What this task involves: When you copy the records, keep every word exact and leave the pictures out.

_ _ _ _ _

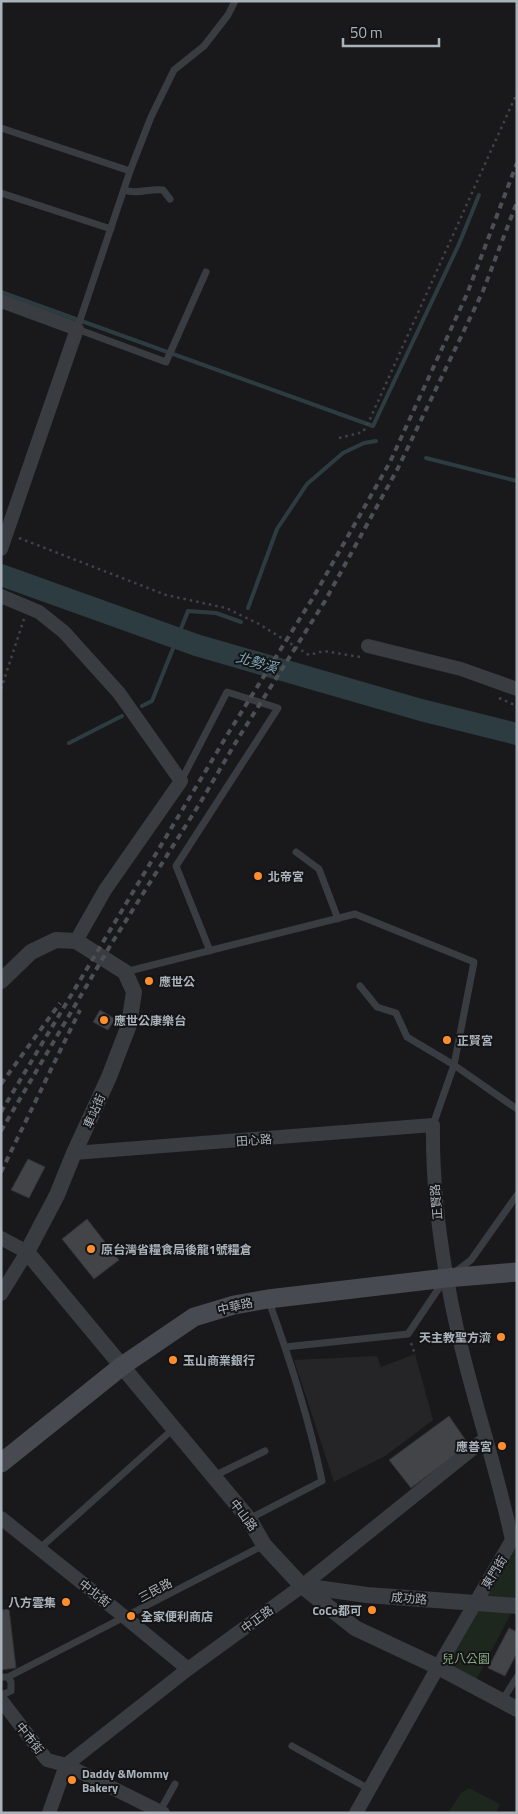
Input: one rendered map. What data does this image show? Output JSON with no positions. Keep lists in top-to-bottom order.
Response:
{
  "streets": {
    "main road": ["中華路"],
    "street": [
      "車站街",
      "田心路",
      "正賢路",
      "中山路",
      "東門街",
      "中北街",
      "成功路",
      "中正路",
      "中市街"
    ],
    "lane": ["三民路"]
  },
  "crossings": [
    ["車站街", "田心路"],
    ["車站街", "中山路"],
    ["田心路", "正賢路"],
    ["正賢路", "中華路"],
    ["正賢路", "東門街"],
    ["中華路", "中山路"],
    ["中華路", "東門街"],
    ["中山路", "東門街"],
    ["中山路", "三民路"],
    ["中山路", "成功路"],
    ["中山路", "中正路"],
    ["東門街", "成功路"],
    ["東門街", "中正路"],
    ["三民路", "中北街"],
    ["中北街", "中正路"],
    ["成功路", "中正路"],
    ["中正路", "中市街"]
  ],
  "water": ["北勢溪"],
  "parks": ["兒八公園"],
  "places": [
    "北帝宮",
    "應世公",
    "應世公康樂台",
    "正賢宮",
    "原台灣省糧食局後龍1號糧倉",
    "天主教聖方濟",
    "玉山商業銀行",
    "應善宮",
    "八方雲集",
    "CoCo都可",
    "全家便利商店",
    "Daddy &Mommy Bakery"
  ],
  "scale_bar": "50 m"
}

_ _ _ _ _

Response:
Input: one rendered map. What data does this image show? Output JSON with no positions. Keep lists in top-to-bottom order.
Response:
{
  "streets": {
    "main road": ["中華路"],
    "street": [
      "車站街",
      "田心路",
      "正賢路",
      "中山路",
      "東門街",
      "中北街",
      "成功路",
      "中正路",
      "中市街"
    ],
    "lane": ["三民路"]
  },
  "crossings": [
    ["車站街", "田心路"],
    ["車站街", "中山路"],
    ["田心路", "正賢路"],
    ["正賢路", "中華路"],
    ["正賢路", "東門街"],
    ["中華路", "中山路"],
    ["中華路", "東門街"],
    ["中山路", "東門街"],
    ["中山路", "三民路"],
    ["中山路", "成功路"],
    ["中山路", "中正路"],
    ["東門街", "成功路"],
    ["東門街", "中正路"],
    ["三民路", "中北街"],
    ["中北街", "中正路"],
    ["成功路", "中正路"],
    ["中正路", "中市街"]
  ],
  "water": ["北勢溪"],
  "parks": ["兒八公園"],
  "places": [
    "北帝宮",
    "應世公",
    "應世公康樂台",
    "正賢宮",
    "原台灣省糧食局後龍1號糧倉",
    "天主教聖方濟",
    "玉山商業銀行",
    "應善宮",
    "八方雲集",
    "CoCo都可",
    "全家便利商店",
    "Daddy &Mommy Bakery"
  ],
  "scale_bar": "50 m"
}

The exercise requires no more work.